* [Exercise requirements] Return every line below as is, leaving out the pictures.
═══ Data for review
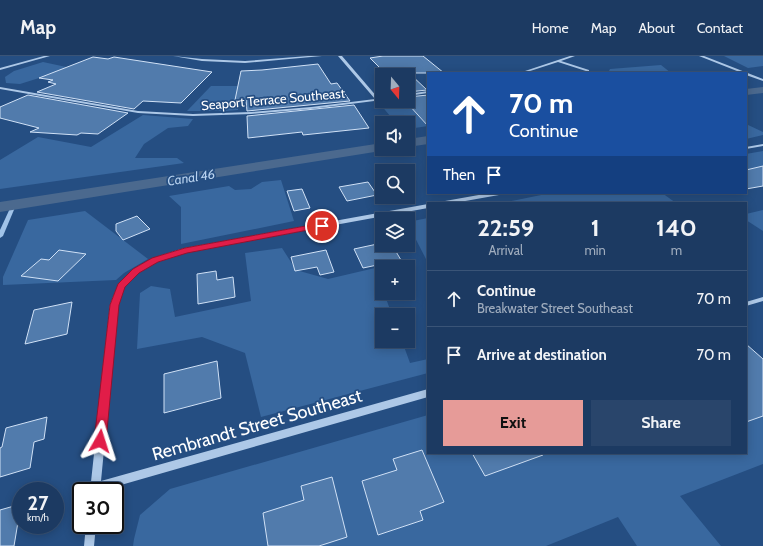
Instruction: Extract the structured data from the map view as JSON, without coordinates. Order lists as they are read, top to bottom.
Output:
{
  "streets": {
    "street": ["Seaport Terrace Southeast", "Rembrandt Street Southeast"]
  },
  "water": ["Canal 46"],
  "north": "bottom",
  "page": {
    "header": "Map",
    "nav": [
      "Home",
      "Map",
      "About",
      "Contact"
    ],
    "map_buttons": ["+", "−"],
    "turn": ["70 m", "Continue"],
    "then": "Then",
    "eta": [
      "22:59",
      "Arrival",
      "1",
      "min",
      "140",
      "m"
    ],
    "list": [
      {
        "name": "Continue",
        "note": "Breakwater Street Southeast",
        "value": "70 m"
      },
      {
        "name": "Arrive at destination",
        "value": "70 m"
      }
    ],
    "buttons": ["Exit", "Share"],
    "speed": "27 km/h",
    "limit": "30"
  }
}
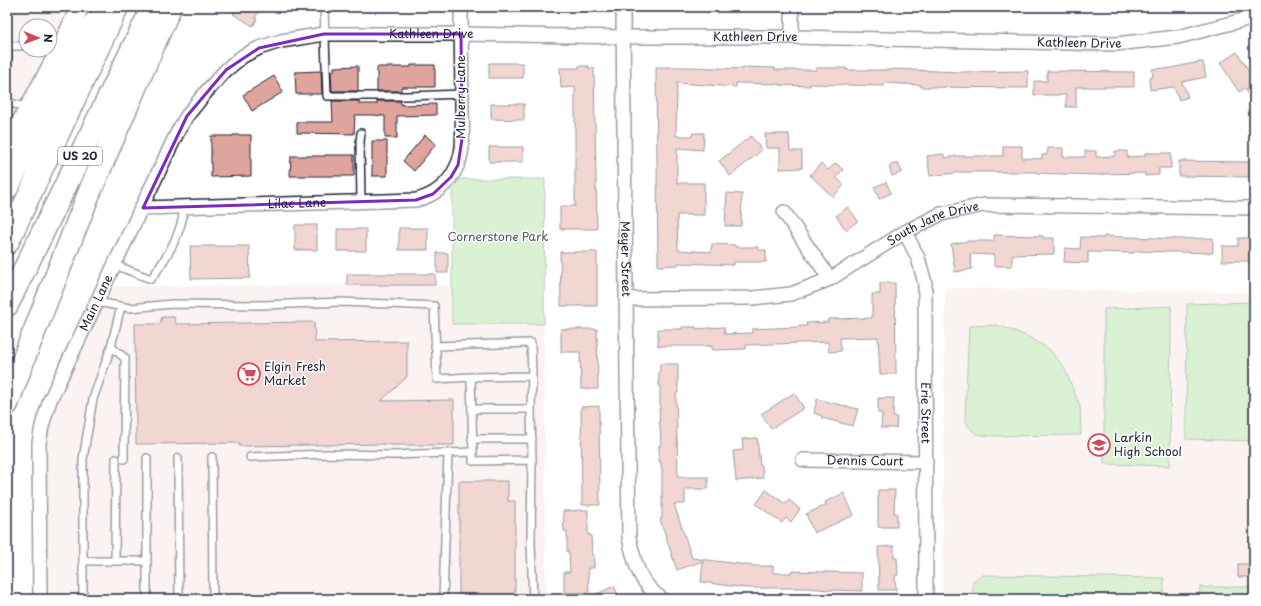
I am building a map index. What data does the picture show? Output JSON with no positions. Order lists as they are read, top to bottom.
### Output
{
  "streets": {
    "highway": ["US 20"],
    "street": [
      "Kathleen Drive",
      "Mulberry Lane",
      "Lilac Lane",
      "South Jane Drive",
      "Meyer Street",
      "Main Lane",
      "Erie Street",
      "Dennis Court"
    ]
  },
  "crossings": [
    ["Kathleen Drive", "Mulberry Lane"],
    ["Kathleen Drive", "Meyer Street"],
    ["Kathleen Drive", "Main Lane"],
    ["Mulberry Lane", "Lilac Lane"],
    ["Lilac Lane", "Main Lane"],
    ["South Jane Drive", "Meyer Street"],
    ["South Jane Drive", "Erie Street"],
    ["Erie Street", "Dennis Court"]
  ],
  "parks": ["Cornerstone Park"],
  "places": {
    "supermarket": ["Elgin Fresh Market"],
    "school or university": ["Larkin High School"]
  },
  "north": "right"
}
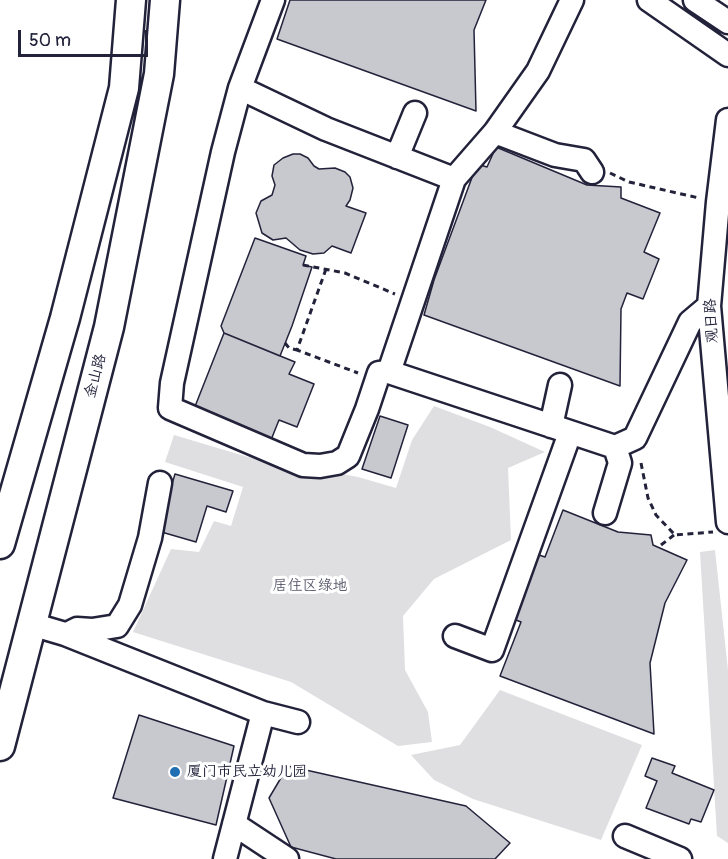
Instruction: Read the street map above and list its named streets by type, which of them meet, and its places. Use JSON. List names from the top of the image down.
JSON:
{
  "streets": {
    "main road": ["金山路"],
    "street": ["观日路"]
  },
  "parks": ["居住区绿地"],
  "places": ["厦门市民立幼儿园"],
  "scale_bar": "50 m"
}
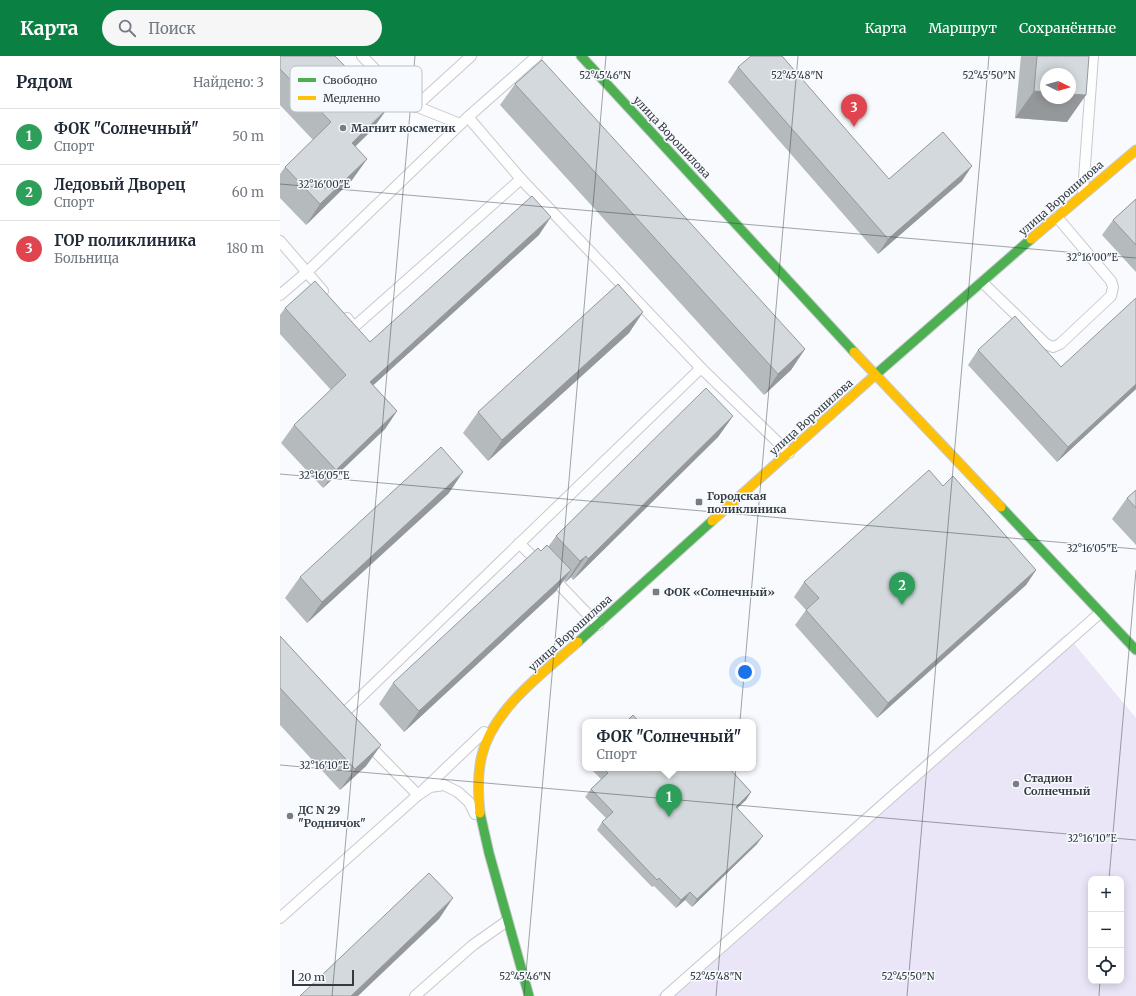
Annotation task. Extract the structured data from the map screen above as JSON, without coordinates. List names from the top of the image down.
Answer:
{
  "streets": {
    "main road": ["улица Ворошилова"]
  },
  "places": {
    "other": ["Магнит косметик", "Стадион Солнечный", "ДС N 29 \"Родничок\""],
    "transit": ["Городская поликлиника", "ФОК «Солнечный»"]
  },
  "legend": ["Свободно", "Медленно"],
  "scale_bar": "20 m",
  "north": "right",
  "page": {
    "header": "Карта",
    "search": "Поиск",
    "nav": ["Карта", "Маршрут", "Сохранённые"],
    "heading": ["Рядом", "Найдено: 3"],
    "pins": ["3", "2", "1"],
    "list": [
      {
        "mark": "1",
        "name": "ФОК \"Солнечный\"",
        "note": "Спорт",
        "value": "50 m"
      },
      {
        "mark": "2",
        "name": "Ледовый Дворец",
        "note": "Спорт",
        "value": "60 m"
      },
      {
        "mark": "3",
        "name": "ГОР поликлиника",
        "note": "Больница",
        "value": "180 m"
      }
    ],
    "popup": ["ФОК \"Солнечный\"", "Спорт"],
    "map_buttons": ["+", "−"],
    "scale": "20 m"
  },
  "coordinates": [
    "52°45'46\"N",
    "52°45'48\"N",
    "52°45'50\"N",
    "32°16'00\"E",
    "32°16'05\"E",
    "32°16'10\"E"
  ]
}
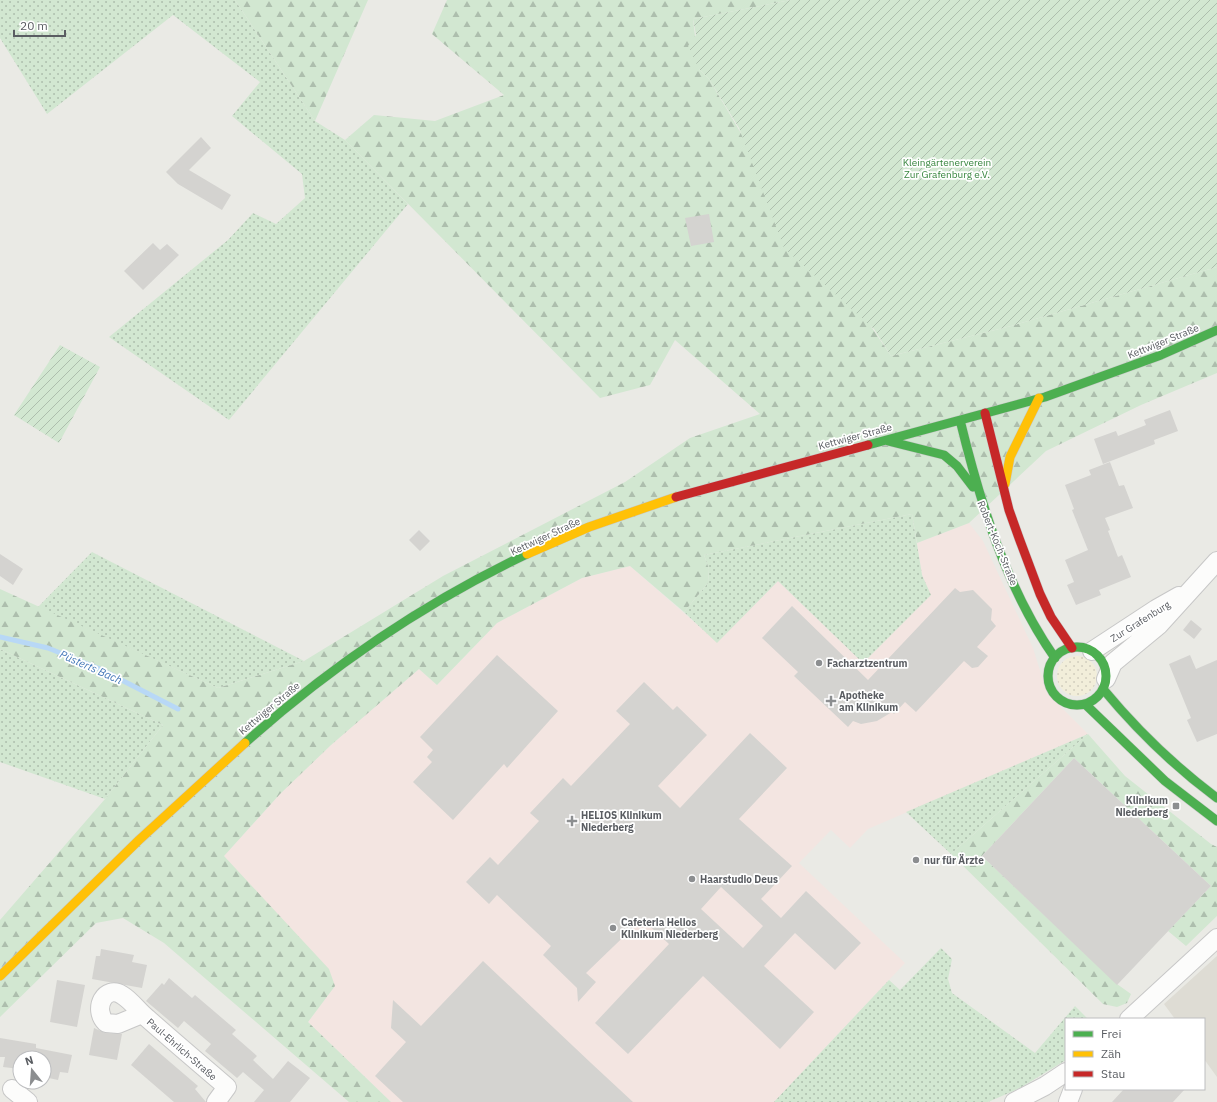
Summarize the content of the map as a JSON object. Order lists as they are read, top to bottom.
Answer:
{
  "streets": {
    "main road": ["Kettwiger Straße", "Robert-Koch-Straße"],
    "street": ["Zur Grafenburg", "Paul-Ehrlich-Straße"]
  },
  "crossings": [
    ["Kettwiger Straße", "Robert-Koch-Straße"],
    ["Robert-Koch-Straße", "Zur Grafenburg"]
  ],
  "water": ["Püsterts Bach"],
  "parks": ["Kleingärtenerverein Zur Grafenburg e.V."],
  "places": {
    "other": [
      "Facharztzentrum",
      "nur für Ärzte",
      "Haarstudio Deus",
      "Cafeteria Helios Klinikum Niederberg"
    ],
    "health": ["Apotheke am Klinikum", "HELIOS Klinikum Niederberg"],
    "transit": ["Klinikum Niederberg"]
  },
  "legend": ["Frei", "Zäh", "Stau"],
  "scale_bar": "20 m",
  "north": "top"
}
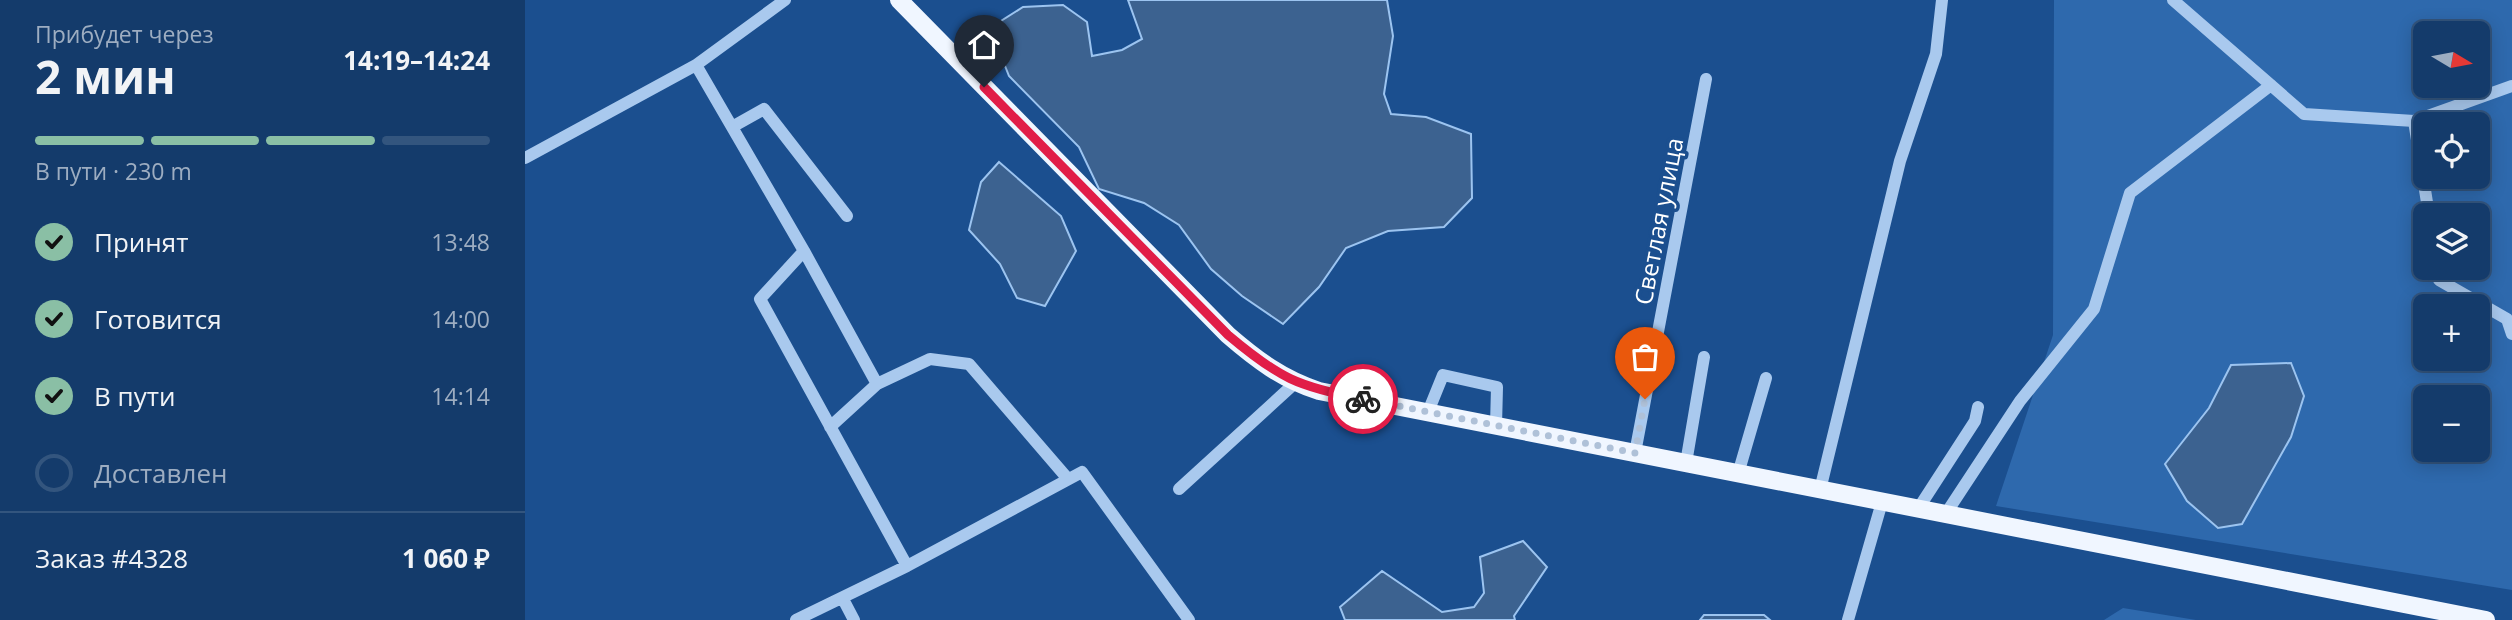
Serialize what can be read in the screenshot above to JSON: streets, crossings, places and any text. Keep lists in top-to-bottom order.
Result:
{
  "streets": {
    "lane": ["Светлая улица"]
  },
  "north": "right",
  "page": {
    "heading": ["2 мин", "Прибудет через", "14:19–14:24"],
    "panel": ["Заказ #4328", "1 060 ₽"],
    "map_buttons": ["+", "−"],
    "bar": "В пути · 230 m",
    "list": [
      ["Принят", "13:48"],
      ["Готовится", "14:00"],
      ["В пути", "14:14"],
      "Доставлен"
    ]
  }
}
══════
* [Task solution]
Instruction: Extract the structured data from the map view as JSON, without coordinates. Order lists as they are read, top to bottom.
Output:
{
  "streets": {
    "street": ["Seaport Terrace Southeast", "Rembrandt Street Southeast"]
  },
  "water": ["Canal 46"],
  "north": "bottom",
  "page": {
    "header": "Map",
    "nav": [
      "Home",
      "Map",
      "About",
      "Contact"
    ],
    "map_buttons": ["+", "−"],
    "turn": ["70 m", "Continue"],
    "then": "Then",
    "eta": [
      "22:59",
      "Arrival",
      "1",
      "min",
      "140",
      "m"
    ],
    "list": [
      {
        "name": "Continue",
        "note": "Breakwater Street Southeast",
        "value": "70 m"
      },
      {
        "name": "Arrive at destination",
        "value": "70 m"
      }
    ],
    "buttons": ["Exit", "Share"],
    "speed": "27 km/h",
    "limit": "30"
  }
}
I am building a map index. What data does the picture show? Output JSON with no positions. Order lists as they are read, top to bottom.
### Output
{
  "streets": {
    "highway": ["US 20"],
    "street": [
      "Kathleen Drive",
      "Mulberry Lane",
      "Lilac Lane",
      "South Jane Drive",
      "Meyer Street",
      "Main Lane",
      "Erie Street",
      "Dennis Court"
    ]
  },
  "crossings": [
    ["Kathleen Drive", "Mulberry Lane"],
    ["Kathleen Drive", "Meyer Street"],
    ["Kathleen Drive", "Main Lane"],
    ["Mulberry Lane", "Lilac Lane"],
    ["Lilac Lane", "Main Lane"],
    ["South Jane Drive", "Meyer Street"],
    ["South Jane Drive", "Erie Street"],
    ["Erie Street", "Dennis Court"]
  ],
  "parks": ["Cornerstone Park"],
  "places": {
    "supermarket": ["Elgin Fresh Market"],
    "school or university": ["Larkin High School"]
  },
  "north": "right"
}
Instruction: Read the street map above and list its named streets by type, which of them meet, and its places. Use JSON. List names from the top of the image down.
JSON:
{
  "streets": {
    "main road": ["金山路"],
    "street": ["观日路"]
  },
  "parks": ["居住区绿地"],
  "places": ["厦门市民立幼儿园"],
  "scale_bar": "50 m"
}
Annotation task. Extract the structured data from the map screen above as JSON, without coordinates. List names from the top of the image down.
Answer:
{
  "streets": {
    "main road": ["улица Ворошилова"]
  },
  "places": {
    "other": ["Магнит косметик", "Стадион Солнечный", "ДС N 29 \"Родничок\""],
    "transit": ["Городская поликлиника", "ФОК «Солнечный»"]
  },
  "legend": ["Свободно", "Медленно"],
  "scale_bar": "20 m",
  "north": "right",
  "page": {
    "header": "Карта",
    "search": "Поиск",
    "nav": ["Карта", "Маршрут", "Сохранённые"],
    "heading": ["Рядом", "Найдено: 3"],
    "pins": ["3", "2", "1"],
    "list": [
      {
        "mark": "1",
        "name": "ФОК \"Солнечный\"",
        "note": "Спорт",
        "value": "50 m"
      },
      {
        "mark": "2",
        "name": "Ледовый Дворец",
        "note": "Спорт",
        "value": "60 m"
      },
      {
        "mark": "3",
        "name": "ГОР поликлиника",
        "note": "Больница",
        "value": "180 m"
      }
    ],
    "popup": ["ФОК \"Солнечный\"", "Спорт"],
    "map_buttons": ["+", "−"],
    "scale": "20 m"
  },
  "coordinates": [
    "52°45'46\"N",
    "52°45'48\"N",
    "52°45'50\"N",
    "32°16'00\"E",
    "32°16'05\"E",
    "32°16'10\"E"
  ]
}
Summarize the content of the map as a JSON object. Order lists as they are read, top to bottom.
Answer:
{
  "streets": {
    "main road": ["Kettwiger Straße", "Robert-Koch-Straße"],
    "street": ["Zur Grafenburg", "Paul-Ehrlich-Straße"]
  },
  "crossings": [
    ["Kettwiger Straße", "Robert-Koch-Straße"],
    ["Robert-Koch-Straße", "Zur Grafenburg"]
  ],
  "water": ["Püsterts Bach"],
  "parks": ["Kleingärtenerverein Zur Grafenburg e.V."],
  "places": {
    "other": [
      "Facharztzentrum",
      "nur für Ärzte",
      "Haarstudio Deus",
      "Cafeteria Helios Klinikum Niederberg"
    ],
    "health": ["Apotheke am Klinikum", "HELIOS Klinikum Niederberg"],
    "transit": ["Klinikum Niederberg"]
  },
  "legend": ["Frei", "Zäh", "Stau"],
  "scale_bar": "20 m",
  "north": "top"
}
Serialize what can be read in the screenshot above to JSON: streets, crossings, places and any text. Keep lists in top-to-bottom order.
Result:
{
  "streets": {
    "lane": ["Светлая улица"]
  },
  "north": "right",
  "page": {
    "heading": ["2 мин", "Прибудет через", "14:19–14:24"],
    "panel": ["Заказ #4328", "1 060 ₽"],
    "map_buttons": ["+", "−"],
    "bar": "В пути · 230 m",
    "list": [
      ["Принят", "13:48"],
      ["Готовится", "14:00"],
      ["В пути", "14:14"],
      "Доставлен"
    ]
  }
}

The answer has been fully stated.